A desagregação do Bloco de Esquerda (BE) é cada
vez mais penosa e quase patética, tamanha é a multiplicação de tendências que
se anulam, saem, ameaçam sair e outras peripécias que evidenciam bem o estado
de decomposição em curso, apesar dos olhos doces de Catarina e o ar de boa
pessoa de Semedo.
O efeito surpresa, o estado de graça junto de uma
certa comunicação social que se revia em alguns temas de fratura assumidos e que considerada fora de moda pertencer ao PCP, o
poder comunicacional do saudoso Miguel Portas, a distância face a personagens importantes
como Marisa Matias com a ida para o Parlamento Europeu, os laivos de sectarismo
que são cada vez mais evidentes, as incompatibilidades históricas entre
correntes como maoistas (mesmo que adaptados à realidade de hoje) e troksistas
são, entre outros, os fatores da decomposição.

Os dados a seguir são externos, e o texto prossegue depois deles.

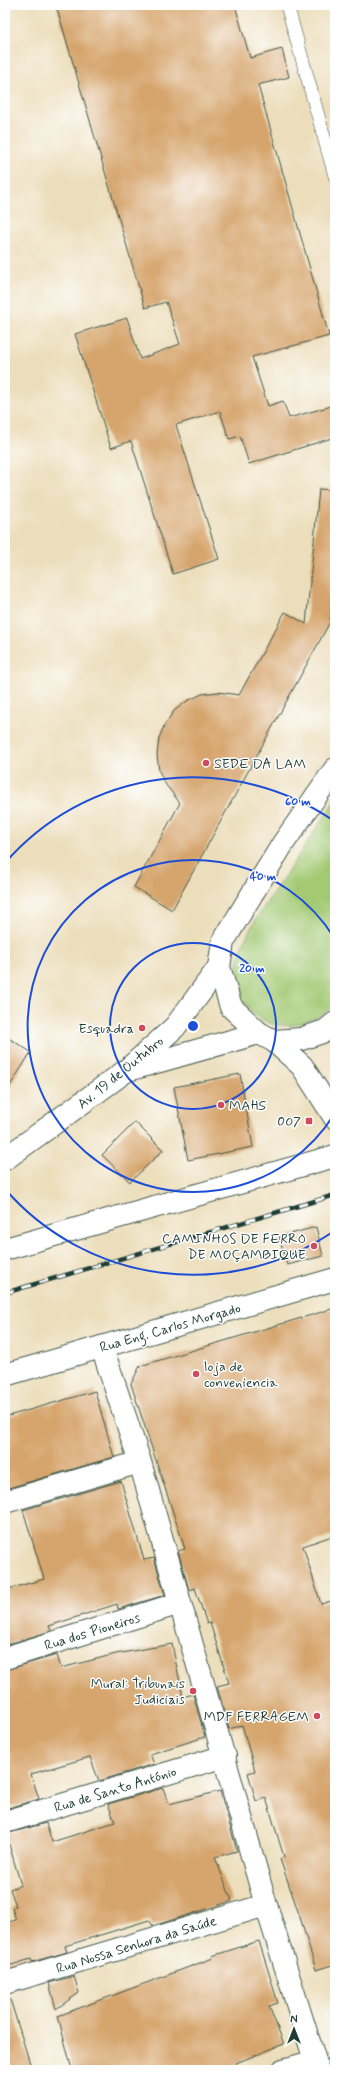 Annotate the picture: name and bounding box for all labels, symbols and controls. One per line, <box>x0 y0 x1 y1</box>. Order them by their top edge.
place label: SEDE DA LAM <box>214 755 306 773</box>
marker: SEDE DA LAM <box>201 758 211 768</box>
text: 60 m <box>285 794 311 810</box>
text: 40 m <box>250 869 277 885</box>
text: 20 m <box>239 961 265 977</box>
centre of rings <box>186 1019 200 1033</box>
place label: Esquadra <box>78 1020 134 1038</box>
marker: Esquadra <box>137 1023 147 1033</box>
street label: Av. 19 de Outubro <box>74 1032 167 1113</box>
place label: MAHS <box>229 1097 266 1115</box>
marker: MAHS <box>216 1100 226 1110</box>
place label: 007 <box>277 1113 301 1131</box>
marker: 007 <box>304 1116 314 1126</box>
place label: CAMINHOS DE FERRO DE MOÇAMBIQUE <box>162 1230 306 1264</box>
marker: CAMINHOS DE FERRO DE MOÇAMBIQUE <box>309 1241 319 1251</box>
street label: Rua Eng. Carlos Morgado <box>98 1299 244 1359</box>
place label: loja de conveniencia <box>204 1358 278 1392</box>
marker: loja de conveniencia <box>191 1369 201 1379</box>
street label: Rua dos Pioneiros <box>42 1609 142 1655</box>
place label: Mural: Tribunais Judiciais <box>91 1675 185 1709</box>
marker: Mural: Tribunais Judiciais <box>188 1686 198 1696</box>
place label: MDF FERRAGEM <box>204 1708 309 1726</box>
marker: MDF FERRAGEM <box>312 1711 322 1721</box>
street label: Rua de Santo António <box>52 1763 179 1817</box>
street label: Rua Nossa Senhora da Saúde <box>54 1912 219 1978</box>
north arrow <box>274 2009 314 2049</box>
text: N <box>290 2013 298 2027</box>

Esgotado o efeito mobilizador dos temas
fraturantes, não é fácil mobilizar o voto de protesto quando se tem um PCP até
agora imbatível nesse estatuto e sobretudo com um misto de capacidade de experiência
e renovação etária (valeria a pena estudar as condições desta renovação) que não
tem paralelo na esquerda. Só uma cultura de organização como a do PCP aguenta
este estatuto de eterna projeção do voto de protesto, sobretudo devido à capacidade
de defesa de conquistas do Portugal democrático, embora permanecendo sempre
fora da contaminação de uma passagem pelo poder. Ora, o BE nem tem essa
penetração sindical, uma espécie de seguro de vida para fixar uma massa mínima
de militantes, nem apresenta uma cultura de organização similar que lhe permita
manter-se afastado da contaminação de estar no poder.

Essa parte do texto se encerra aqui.